• _TASK DIRECTIONS_:
Search the data below for the word "Drive" and copy each line that holds it.

• _Records contained in a dataset_:

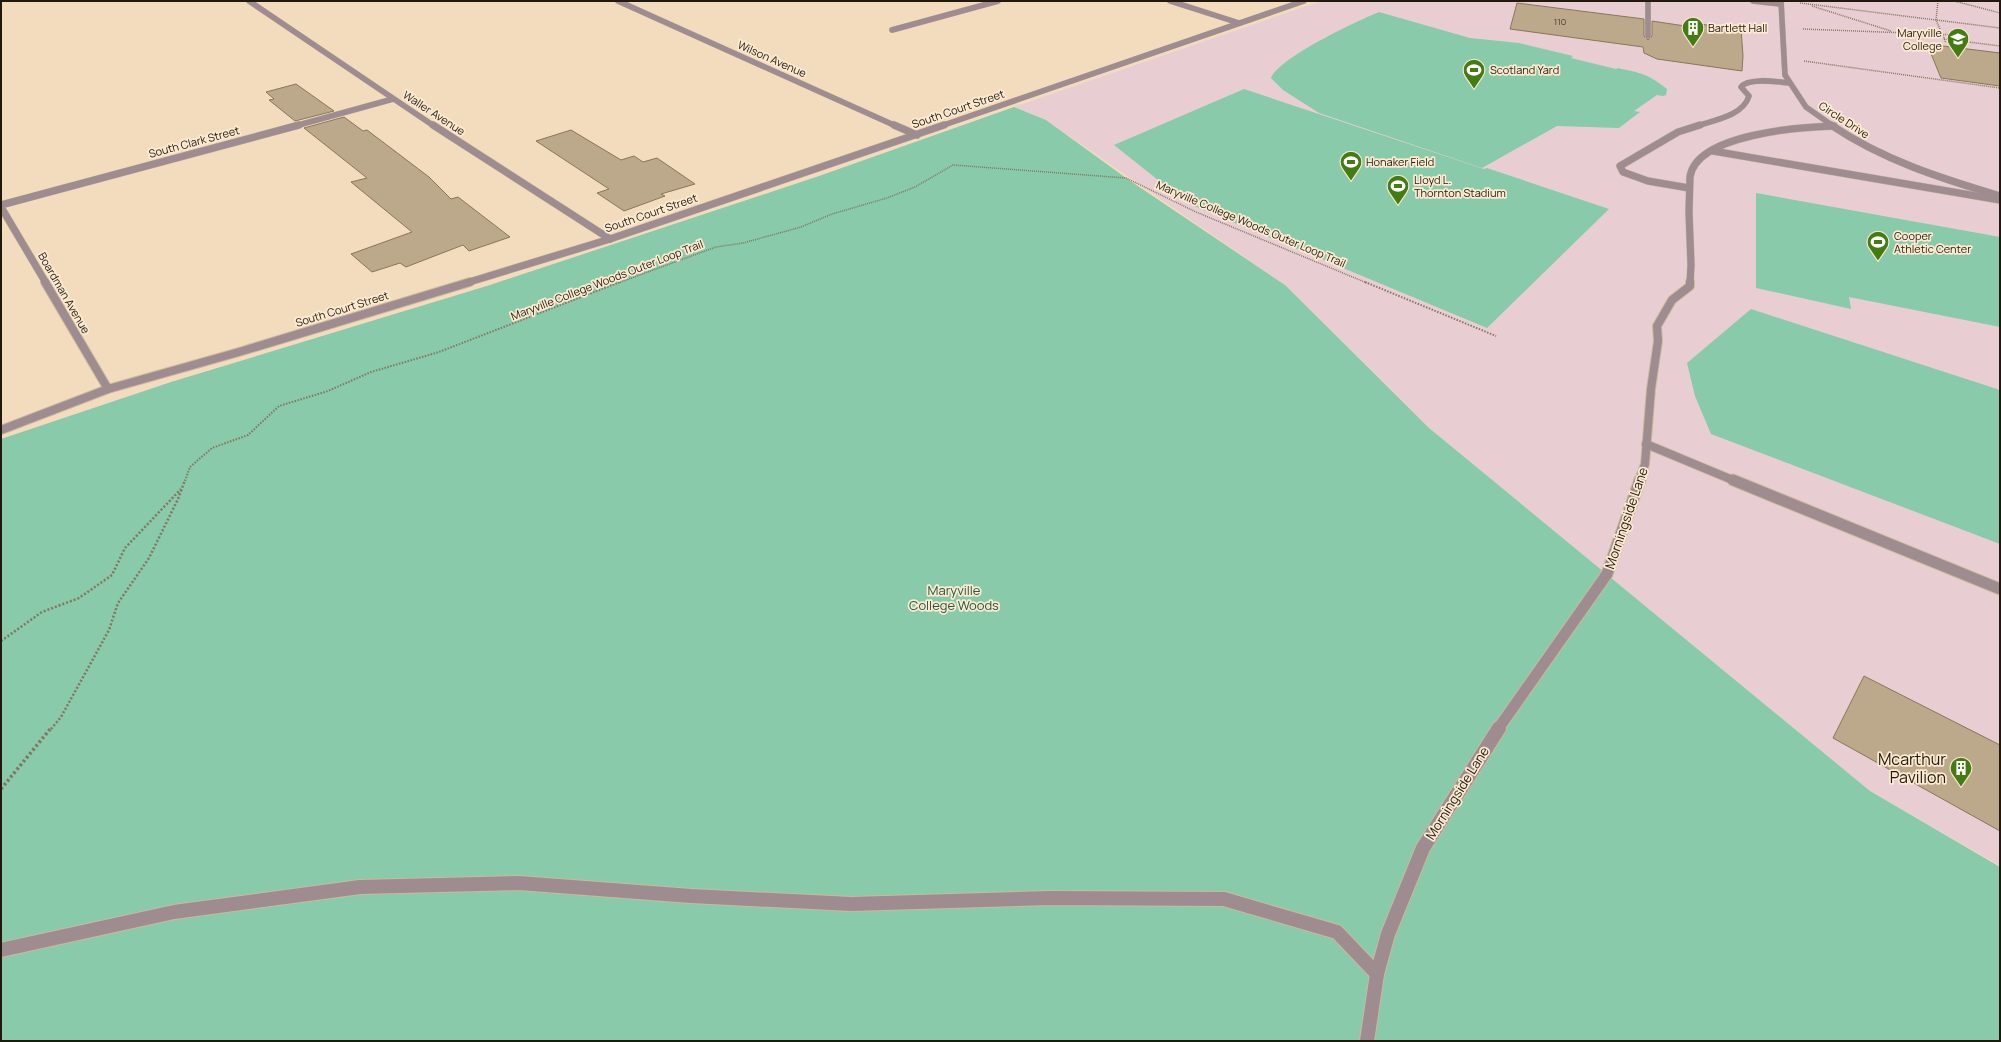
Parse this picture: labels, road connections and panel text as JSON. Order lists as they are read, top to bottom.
{
  "streets": {
    "street": [
      "Wilson Avenue",
      "South Court Street",
      "Waller Avenue",
      "Circle Drive",
      "South Clark Street",
      "Boardman Avenue",
      "Morningside Lane"
    ],
    "path": ["Maryville College Woods Outer Loop Trail"]
  },
  "crossings": [
    ["Wilson Avenue", "South Court Street"],
    ["South Court Street", "Waller Avenue"],
    ["South Court Street", "Boardman Avenue"],
    ["Waller Avenue", "South Clark Street"],
    ["Circle Drive", "Morningside Lane"],
    ["South Clark Street", "Boardman Avenue"]
  ],
  "parks": ["Maryville College Woods"],
  "places": {
    "building": ["Bartlett Hall", "Mcarthur Pavilion"],
    "school or university": ["Maryville College"],
    "sports": [
      "Scotland Yard",
      "Honaker Field",
      "Lloyd L. Thornton Stadium",
      "Cooper Athletic Center"
    ]
  },
  "house_numbers": ["110"]
}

• _SOLUTION FOR THIS TASK_:
      "Circle Drive",
    ["Circle Drive", "Morningside Lane"],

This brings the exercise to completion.